The printers, which are evenly split between dry and wet, are scattered over seven sites throughout the university health system-the farthest is 25 miles from the main campus-and are not modality specific. The radiology department offers all modality imaging, including CT, MRI, ultrasound, and nuclear medicine. The radiology network is part of the larger health system’s printer network. The university does between 350,000 and 400,000 radiology examinations per year.
When the network was being set up, the criterion for how many studies the printers had to do was more than 50 per hour. The printers also had to be reliable and durable. An important aspect of Ramsey’s network is redundancy. All of the printers have to be able to print from all of the cameras, necessitating that each printer be able to print both clear base and blue base films.
Because of the ongoing PACS conversion, the printers had to be compliant with the digital imaging and communications in medicine (DICOM) standard. “Because of the PACS, the only way they can print is through DICOM,” says Ramsey. “The [DICOM] print is the standard. Workstations can communicate with printers in a standard language, and it allows the ability to have vendor A for your PACS and a different vendor for your printer.”

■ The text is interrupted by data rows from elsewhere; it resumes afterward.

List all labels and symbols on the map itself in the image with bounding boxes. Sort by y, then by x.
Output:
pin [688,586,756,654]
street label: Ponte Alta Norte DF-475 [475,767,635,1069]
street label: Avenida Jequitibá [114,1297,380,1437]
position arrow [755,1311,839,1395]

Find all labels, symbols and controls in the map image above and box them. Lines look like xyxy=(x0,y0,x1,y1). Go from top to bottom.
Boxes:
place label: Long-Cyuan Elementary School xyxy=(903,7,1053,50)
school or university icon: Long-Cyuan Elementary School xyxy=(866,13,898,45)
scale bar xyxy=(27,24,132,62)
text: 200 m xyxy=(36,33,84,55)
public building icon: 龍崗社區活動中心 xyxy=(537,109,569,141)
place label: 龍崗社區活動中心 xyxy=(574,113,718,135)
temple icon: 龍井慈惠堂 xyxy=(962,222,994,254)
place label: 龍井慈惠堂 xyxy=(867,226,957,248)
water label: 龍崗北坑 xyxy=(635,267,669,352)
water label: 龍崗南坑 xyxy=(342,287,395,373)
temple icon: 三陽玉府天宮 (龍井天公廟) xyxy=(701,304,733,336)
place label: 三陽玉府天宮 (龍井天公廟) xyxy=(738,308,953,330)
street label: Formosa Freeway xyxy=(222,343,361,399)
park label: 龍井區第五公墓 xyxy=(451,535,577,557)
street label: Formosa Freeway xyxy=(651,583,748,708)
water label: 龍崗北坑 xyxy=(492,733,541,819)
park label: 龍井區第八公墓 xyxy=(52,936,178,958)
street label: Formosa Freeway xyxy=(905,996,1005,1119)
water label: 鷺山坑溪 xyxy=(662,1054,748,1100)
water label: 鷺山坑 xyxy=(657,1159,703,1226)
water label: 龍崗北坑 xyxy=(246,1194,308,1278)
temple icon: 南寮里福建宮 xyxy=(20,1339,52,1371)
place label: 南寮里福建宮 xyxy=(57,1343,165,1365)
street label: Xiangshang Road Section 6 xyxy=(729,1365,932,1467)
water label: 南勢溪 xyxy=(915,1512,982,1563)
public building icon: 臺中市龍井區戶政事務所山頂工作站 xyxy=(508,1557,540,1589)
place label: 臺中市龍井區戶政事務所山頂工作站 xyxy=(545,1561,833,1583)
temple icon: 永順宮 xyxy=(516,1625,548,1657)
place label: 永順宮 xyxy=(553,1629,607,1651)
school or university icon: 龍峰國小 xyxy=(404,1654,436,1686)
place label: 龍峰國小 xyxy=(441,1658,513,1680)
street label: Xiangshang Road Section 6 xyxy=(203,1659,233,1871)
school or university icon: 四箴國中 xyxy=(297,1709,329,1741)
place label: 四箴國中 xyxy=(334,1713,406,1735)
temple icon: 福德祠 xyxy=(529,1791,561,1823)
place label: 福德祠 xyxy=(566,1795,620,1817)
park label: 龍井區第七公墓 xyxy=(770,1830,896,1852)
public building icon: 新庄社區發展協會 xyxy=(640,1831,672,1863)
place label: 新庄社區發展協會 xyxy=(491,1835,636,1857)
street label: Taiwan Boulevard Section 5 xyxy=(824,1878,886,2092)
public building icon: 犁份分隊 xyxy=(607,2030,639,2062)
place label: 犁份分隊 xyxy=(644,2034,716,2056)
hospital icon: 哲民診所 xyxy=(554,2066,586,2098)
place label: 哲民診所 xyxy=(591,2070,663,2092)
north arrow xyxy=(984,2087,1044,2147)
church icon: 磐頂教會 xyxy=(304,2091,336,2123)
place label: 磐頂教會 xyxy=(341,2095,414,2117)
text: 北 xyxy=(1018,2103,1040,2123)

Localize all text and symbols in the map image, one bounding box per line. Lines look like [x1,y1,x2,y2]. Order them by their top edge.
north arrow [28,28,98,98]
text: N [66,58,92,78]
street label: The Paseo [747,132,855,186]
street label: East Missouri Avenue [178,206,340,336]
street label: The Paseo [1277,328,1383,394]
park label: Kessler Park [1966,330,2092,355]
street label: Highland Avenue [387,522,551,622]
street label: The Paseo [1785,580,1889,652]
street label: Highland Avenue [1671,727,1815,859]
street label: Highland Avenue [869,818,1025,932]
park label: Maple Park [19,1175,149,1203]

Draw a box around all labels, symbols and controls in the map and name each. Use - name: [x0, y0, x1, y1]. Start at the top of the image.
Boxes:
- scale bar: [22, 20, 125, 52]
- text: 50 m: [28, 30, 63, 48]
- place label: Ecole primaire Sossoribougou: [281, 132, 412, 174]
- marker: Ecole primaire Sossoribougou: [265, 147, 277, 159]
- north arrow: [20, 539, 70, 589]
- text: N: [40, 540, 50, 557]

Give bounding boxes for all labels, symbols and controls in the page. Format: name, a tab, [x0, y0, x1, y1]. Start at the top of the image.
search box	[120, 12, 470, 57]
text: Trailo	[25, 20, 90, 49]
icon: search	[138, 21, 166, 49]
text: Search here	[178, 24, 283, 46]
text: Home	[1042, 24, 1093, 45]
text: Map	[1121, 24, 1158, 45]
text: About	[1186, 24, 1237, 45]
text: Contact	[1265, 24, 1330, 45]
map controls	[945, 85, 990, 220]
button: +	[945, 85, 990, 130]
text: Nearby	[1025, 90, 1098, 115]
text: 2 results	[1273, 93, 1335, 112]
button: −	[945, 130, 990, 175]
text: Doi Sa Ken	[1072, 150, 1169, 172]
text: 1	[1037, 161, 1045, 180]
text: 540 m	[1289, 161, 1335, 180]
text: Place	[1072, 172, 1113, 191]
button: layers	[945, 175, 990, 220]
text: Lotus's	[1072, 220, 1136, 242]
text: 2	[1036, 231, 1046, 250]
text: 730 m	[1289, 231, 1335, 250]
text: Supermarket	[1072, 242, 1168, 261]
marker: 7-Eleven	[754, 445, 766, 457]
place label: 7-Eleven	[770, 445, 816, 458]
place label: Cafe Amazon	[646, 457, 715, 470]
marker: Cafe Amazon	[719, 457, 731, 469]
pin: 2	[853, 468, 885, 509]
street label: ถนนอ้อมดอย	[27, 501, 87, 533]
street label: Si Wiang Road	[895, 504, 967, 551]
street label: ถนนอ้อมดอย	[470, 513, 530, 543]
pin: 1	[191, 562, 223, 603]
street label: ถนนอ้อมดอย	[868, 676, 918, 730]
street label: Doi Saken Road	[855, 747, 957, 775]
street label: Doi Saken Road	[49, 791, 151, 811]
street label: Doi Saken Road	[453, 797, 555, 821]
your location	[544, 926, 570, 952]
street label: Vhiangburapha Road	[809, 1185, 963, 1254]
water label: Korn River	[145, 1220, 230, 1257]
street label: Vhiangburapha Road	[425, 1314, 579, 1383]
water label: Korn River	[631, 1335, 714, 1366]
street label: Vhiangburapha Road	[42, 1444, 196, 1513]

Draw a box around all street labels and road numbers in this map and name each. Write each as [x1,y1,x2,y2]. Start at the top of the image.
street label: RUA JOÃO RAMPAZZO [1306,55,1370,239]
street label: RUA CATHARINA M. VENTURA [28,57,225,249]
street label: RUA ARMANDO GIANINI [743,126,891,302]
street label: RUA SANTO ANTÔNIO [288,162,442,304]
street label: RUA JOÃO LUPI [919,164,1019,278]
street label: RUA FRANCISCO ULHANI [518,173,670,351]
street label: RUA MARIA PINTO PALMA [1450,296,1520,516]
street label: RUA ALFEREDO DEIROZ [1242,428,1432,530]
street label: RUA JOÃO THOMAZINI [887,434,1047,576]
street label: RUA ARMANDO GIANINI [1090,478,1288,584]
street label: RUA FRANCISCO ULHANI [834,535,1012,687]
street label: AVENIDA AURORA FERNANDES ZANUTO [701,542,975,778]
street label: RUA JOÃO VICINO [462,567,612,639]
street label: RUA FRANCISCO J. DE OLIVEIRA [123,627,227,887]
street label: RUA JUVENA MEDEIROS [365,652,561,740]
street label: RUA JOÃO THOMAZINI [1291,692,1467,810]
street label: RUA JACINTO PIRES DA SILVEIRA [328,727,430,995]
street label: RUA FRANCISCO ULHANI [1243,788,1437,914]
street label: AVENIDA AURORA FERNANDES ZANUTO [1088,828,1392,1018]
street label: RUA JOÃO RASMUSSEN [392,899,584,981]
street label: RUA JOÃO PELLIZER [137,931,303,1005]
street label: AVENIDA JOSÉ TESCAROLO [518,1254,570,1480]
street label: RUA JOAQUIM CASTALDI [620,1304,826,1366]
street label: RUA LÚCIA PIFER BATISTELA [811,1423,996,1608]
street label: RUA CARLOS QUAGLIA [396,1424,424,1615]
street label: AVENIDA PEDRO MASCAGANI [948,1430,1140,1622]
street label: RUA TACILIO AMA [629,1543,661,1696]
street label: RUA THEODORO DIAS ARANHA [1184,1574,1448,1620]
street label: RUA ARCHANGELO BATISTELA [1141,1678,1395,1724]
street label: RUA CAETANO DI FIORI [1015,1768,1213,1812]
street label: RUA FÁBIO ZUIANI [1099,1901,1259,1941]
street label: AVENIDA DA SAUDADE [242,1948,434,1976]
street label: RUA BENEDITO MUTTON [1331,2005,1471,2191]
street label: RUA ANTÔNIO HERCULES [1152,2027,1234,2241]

As PACS is introduced, wet printers will be removed from service and the remaining dry printers will be consolidated in a few central locations-Ramsey says it could be as few as five in three locations. “One of the assumptions is that you are going to print less when you are running a full PACS system and everybody in the institution has access to those images,” he says. “But we still realize that there’s going to be a need for film. In the beginning, we aren’t able to send images out to everybody in the institution, so we still need to do quite a bit of printing. Later on, any requests to have film will be sent to the file room. The file room will print those images on film, and then send them out. And we also need to have a backup plan, and that includes film printing in case your PACS is not available for some reason. That will most likely mean that in certain key areas, we will want to have film capability.”
If a printer goes down, studies can be routed to another printer. Ramsey says that the network was set up as a redundant system, so there is always a backup printer available. Service is provided by in-house technicians. The off-site machines are handled through service contracts with the manufacturer.
As Grosskopf, Hubbard, and Ramsey have learned, in order to be successful, printer networks must be able to deliver an optimum number of studies in a reliable and cost-effective way-all the while being open to future expansion.
Chris Wolski is associate editor of Decisions in Axis Imaging News.